Energy Efficiency and Load Balancing

Research topic and goals

The power consumption of High Performance Computing (HPC) systems is an increasing concern as large-scale systems grow in size and, consequently, consume more energy. In response to this challenge, we propose new energy-aware load balancers that aim at reducing the energy consumption of parallel platforms running imbalanced scientific applications without degrading their performance. Our research explores dynamic load balancing, low power manycore platforms and DVFS techniques in order to reduce power consumption.

Results for 2015/2016

Load Balancing

In this work we propose the improvement of the performance and scalability of parallel seismic wave models through dynamic load balancing.

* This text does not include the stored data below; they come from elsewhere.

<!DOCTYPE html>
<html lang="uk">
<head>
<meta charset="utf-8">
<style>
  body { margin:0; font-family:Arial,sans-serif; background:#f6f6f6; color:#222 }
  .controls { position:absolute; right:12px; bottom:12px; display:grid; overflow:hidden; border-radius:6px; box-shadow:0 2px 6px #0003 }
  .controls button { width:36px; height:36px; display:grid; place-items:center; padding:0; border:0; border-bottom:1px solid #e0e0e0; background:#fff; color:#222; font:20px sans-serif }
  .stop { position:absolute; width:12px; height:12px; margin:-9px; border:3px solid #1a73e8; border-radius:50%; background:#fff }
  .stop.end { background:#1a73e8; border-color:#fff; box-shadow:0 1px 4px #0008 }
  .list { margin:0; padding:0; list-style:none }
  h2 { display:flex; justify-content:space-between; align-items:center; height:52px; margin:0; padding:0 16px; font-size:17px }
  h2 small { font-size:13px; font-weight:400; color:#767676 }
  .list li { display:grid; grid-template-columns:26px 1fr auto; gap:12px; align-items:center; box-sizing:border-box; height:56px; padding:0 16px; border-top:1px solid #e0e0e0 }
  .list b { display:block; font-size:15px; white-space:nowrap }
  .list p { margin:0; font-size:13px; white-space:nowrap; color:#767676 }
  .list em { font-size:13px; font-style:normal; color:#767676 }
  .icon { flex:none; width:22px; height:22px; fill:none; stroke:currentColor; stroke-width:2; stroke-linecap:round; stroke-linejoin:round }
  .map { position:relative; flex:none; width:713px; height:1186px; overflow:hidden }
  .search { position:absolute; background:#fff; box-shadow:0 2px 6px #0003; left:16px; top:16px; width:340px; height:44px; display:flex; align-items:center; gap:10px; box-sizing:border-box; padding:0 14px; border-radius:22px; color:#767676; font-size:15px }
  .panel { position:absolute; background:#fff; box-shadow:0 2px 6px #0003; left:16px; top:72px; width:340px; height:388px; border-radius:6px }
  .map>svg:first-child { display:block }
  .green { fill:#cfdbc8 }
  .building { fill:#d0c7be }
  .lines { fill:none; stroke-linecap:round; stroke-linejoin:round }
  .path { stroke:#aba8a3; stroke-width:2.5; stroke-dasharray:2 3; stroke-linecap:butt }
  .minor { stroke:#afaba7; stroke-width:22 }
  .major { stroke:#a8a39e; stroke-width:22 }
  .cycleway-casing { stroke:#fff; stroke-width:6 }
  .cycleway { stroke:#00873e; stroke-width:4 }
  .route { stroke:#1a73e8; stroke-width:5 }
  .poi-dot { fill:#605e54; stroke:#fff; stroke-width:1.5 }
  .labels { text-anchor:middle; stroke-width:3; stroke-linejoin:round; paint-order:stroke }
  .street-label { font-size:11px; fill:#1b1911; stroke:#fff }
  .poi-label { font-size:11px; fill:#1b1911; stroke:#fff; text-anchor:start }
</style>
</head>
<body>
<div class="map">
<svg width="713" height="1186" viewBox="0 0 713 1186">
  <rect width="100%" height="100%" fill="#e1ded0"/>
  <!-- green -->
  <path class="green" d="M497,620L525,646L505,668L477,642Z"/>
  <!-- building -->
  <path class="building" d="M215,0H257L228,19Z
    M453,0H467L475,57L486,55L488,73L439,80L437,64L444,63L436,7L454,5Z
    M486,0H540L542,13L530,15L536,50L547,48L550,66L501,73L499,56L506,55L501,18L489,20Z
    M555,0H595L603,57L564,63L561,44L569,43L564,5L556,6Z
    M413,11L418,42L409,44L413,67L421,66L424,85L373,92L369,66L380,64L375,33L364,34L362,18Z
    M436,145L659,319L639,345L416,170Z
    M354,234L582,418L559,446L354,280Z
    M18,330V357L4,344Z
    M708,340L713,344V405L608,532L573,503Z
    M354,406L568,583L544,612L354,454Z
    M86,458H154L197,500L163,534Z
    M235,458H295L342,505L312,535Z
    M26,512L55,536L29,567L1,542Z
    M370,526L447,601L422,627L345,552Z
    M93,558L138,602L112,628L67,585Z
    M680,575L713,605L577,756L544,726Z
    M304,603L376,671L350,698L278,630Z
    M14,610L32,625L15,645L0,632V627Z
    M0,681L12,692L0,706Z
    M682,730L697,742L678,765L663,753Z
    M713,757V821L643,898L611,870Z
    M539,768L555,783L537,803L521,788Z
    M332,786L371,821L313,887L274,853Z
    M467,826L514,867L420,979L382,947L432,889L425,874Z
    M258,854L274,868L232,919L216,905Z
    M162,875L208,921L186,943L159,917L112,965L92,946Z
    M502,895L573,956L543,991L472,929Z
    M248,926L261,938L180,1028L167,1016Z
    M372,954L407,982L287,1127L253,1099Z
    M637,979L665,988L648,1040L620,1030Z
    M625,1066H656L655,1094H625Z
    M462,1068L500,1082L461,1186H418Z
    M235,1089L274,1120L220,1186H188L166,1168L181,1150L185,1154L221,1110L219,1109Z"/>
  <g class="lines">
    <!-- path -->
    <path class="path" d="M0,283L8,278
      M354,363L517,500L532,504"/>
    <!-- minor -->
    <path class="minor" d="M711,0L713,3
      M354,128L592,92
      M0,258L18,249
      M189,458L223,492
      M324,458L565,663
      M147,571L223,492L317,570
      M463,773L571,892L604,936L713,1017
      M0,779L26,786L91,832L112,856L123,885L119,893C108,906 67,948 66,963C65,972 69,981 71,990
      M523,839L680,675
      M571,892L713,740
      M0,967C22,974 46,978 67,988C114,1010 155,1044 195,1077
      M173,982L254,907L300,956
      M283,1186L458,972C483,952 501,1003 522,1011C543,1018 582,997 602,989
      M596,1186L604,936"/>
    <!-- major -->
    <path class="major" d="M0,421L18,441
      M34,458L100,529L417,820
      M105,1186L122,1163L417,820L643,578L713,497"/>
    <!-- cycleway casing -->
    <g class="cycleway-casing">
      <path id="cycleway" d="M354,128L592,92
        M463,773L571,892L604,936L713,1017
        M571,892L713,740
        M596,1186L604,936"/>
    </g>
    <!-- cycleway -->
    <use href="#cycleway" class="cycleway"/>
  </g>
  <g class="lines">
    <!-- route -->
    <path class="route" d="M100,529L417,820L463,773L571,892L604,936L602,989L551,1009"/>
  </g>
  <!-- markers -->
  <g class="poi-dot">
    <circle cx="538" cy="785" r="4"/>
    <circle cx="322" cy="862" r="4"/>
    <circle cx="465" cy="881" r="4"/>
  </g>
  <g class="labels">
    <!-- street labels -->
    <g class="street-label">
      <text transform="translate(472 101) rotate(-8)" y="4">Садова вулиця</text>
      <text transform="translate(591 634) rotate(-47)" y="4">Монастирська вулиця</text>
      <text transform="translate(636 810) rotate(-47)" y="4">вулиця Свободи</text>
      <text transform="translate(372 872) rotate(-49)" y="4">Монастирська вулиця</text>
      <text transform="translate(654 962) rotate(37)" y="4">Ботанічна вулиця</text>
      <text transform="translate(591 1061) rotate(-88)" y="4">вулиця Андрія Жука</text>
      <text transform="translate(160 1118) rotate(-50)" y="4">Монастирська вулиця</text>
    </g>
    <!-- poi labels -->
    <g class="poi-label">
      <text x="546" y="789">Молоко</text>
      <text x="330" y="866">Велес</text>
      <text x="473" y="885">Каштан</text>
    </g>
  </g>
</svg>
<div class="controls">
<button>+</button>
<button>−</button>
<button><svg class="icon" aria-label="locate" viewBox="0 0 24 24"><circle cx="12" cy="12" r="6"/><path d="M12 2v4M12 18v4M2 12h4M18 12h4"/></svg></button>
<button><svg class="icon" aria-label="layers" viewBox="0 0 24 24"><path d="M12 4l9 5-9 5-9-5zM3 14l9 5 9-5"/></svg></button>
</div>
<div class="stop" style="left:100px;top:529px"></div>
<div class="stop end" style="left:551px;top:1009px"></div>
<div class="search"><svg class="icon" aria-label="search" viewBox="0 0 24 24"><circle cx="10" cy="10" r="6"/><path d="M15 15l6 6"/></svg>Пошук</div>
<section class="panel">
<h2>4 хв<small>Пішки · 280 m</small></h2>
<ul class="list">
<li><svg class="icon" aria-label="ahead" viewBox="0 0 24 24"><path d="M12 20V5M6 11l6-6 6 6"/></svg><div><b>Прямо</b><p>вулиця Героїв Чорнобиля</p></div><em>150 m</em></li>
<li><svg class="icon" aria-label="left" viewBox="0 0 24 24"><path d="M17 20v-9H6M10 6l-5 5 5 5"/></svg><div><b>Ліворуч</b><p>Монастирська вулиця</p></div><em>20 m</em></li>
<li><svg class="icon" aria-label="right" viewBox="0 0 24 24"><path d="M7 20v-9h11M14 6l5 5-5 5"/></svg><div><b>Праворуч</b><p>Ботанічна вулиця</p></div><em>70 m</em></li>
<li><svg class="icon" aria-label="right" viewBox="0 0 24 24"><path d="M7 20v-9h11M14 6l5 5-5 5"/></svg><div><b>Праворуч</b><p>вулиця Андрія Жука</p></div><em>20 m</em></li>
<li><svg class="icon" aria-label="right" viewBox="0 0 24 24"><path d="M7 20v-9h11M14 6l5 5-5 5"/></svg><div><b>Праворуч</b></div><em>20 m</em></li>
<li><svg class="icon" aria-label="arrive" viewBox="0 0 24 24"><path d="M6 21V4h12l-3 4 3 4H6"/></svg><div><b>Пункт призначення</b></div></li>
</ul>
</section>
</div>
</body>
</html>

These models suffer from load imbalance for two reasons. First, they add a specific numerical condition at the borders of the domain, in order to absorb the outgoing energy. The decomposition of the domain into a grid of subdomains, which are distributed among tasks, creates load differences between the tasks that simulate the borders and those responsible for the central subdomains. Second, the propagation of waves in the simulated area changes the workload on the subdomains on different time-steps. Therefore causing dynamic load imbalance. In order to evaluate the use of dynamic load balancing, we ported a seismic wave simulator to Adaptive MPI, to benefit from its load balancing framework. Our experimental results show that dynamic load balancers can adapt to load variations during the application’s execution and improve performance by 36%. This work was presented in the PDP 2014 conference (Tesser et al. 2014). An extended version will be published in the International Journal of High Performance Computing and Applications (Tesser et al. 2014) Laercio Pilla described most of the load balancers in his PhD (Pilla 2014).

Power consumption

Power consumption is one of the main challenges to achieve Exascale performance. Current research trends aim at overcoming power consumption constraints using low-power processors. Although new processors feature sensors that enable precise power measurements, they provide different interfaces to collect data, making it difficult to correlate performance with energy consumption. To overcome this issue, we developed a platform-independent tool that collects power and energy data from homogeneous and heterogeneous systems. Using this tool, it provides a detailed comparison between a low-power processor (ARM big.LITTLE) and a high performance processor (Intel Sandy Bridge-EP) using all applications from the NAS parallel benchmarks and a real-world soil irrigation simulator. The results show that the average power demand of Intel Sandy Bridge-EP is within 12.6X to 152.4X higher than ARM big. LITTLE, whereas its average energy consumption is within 1.6X to 7.1x superior. Overall, ARM big.LITTLE presented a better performance/energy trade-off when it takes less than 9.2X the execution time of Intel Sandy Bridge-EP to solve the same problem. This work was published in (Padoin et al. 2015) and (Francesquini et al. 2015). Large-scale simulation of seismic wave propagation is an active research topic. Its high demand for processing power makes it a good match for High Performance Computing (HPC). Although we have observed a steady increase on the processing capabilities of HPC platforms, their energy efficiency is still lacking behind. In this work, we analyze the use of a low-power manycore processor, the MPPA-256, for seismic wave propagation simulations. First we look at its peculiar characteristics such as limited amount of on-chip memory and describe the intricate solution we brought forth to deal with this processor’s idiosyn- crasies. Next, we compare the performance and energy efficiency of seismic wave propagation on MPPA-256 to other common- place platforms such as general-purpose processors and a GPU. Finally, we wrap up with the conclusion that, even if MPPA-256 presents an increased software development complexity, it can indeed be used as an energy efficient alternative to current HPC platforms, resulting in up to 71% and 81% less energy than a GPU and a general-purpose processor, respectively. This work was presented at the SBAC PAD conference in Paris (Castro et al. 2014).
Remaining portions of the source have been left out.